Transcribe every record below word for word.
<<<<
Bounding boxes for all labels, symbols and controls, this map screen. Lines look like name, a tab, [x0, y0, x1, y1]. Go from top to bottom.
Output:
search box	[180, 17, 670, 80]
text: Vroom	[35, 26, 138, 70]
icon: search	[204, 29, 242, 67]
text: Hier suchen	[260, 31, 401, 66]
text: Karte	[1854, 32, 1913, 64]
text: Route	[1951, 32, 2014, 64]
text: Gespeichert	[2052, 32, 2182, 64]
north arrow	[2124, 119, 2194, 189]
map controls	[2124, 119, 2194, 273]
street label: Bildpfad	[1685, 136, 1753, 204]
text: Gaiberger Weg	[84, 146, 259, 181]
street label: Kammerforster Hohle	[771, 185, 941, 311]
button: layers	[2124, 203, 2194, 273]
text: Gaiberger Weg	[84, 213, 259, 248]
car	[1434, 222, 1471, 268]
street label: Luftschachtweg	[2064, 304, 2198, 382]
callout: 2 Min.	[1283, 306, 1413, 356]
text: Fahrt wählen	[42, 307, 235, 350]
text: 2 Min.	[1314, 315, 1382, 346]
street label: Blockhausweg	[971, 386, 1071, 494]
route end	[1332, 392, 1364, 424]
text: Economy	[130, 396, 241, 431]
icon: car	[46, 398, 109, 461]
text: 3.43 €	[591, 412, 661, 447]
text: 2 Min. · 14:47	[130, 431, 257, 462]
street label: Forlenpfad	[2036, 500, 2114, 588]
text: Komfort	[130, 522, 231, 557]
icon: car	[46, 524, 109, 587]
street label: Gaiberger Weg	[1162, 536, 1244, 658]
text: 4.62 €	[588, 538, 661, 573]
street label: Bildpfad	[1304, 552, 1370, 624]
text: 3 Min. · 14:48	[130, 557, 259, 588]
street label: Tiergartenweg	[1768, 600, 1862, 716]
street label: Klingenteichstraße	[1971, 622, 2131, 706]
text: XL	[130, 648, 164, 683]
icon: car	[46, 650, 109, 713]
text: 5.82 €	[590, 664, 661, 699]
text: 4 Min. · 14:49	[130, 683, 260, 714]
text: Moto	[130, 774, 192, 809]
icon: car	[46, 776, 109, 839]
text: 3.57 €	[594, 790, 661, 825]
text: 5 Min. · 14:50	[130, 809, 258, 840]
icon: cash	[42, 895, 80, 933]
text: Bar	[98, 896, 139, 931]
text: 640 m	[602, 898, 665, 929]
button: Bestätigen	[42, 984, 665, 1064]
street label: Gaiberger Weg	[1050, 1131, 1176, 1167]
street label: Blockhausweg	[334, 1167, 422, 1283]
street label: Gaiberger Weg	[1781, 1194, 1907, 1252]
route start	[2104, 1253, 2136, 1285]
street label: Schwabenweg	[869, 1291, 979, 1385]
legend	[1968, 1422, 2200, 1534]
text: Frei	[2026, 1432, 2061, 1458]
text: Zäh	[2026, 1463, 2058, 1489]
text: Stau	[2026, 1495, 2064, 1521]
>>>>
**WRITTEN SOLUTION:**
Bounding boxes for all labels, symbols and controls, this map screen. Lines look like name, a tab, [x0, y0, x1, y1]. Go from top to bottom.
Output:
search box	[180, 17, 670, 80]
text: Vroom	[35, 26, 138, 70]
icon: search	[204, 29, 242, 67]
text: Hier suchen	[260, 31, 401, 66]
text: Karte	[1854, 32, 1913, 64]
text: Route	[1951, 32, 2014, 64]
text: Gespeichert	[2052, 32, 2182, 64]
north arrow	[2124, 119, 2194, 189]
map controls	[2124, 119, 2194, 273]
street label: Bildpfad	[1685, 136, 1753, 204]
text: Gaiberger Weg	[84, 146, 259, 181]
street label: Kammerforster Hohle	[771, 185, 941, 311]
button: layers	[2124, 203, 2194, 273]
text: Gaiberger Weg	[84, 213, 259, 248]
car	[1434, 222, 1471, 268]
street label: Luftschachtweg	[2064, 304, 2198, 382]
callout: 2 Min.	[1283, 306, 1413, 356]
text: Fahrt wählen	[42, 307, 235, 350]
text: 2 Min.	[1314, 315, 1382, 346]
street label: Blockhausweg	[971, 386, 1071, 494]
route end	[1332, 392, 1364, 424]
text: Economy	[130, 396, 241, 431]
icon: car	[46, 398, 109, 461]
text: 3.43 €	[591, 412, 661, 447]
text: 2 Min. · 14:47	[130, 431, 257, 462]
street label: Forlenpfad	[2036, 500, 2114, 588]
text: Komfort	[130, 522, 231, 557]
icon: car	[46, 524, 109, 587]
street label: Gaiberger Weg	[1162, 536, 1244, 658]
text: 4.62 €	[588, 538, 661, 573]
street label: Bildpfad	[1304, 552, 1370, 624]
text: 3 Min. · 14:48	[130, 557, 259, 588]
street label: Tiergartenweg	[1768, 600, 1862, 716]
street label: Klingenteichstraße	[1971, 622, 2131, 706]
text: XL	[130, 648, 164, 683]
icon: car	[46, 650, 109, 713]
text: 5.82 €	[590, 664, 661, 699]
text: 4 Min. · 14:49	[130, 683, 260, 714]
text: Moto	[130, 774, 192, 809]
icon: car	[46, 776, 109, 839]
text: 3.57 €	[594, 790, 661, 825]
text: 5 Min. · 14:50	[130, 809, 258, 840]
icon: cash	[42, 895, 80, 933]
text: Bar	[98, 896, 139, 931]
text: 640 m	[602, 898, 665, 929]
button: Bestätigen	[42, 984, 665, 1064]
street label: Gaiberger Weg	[1050, 1131, 1176, 1167]
street label: Blockhausweg	[334, 1167, 422, 1283]
street label: Gaiberger Weg	[1781, 1194, 1907, 1252]
route start	[2104, 1253, 2136, 1285]
street label: Schwabenweg	[869, 1291, 979, 1385]
legend	[1968, 1422, 2200, 1534]
text: Frei	[2026, 1432, 2061, 1458]
text: Zäh	[2026, 1463, 2058, 1489]
text: Stau	[2026, 1495, 2064, 1521]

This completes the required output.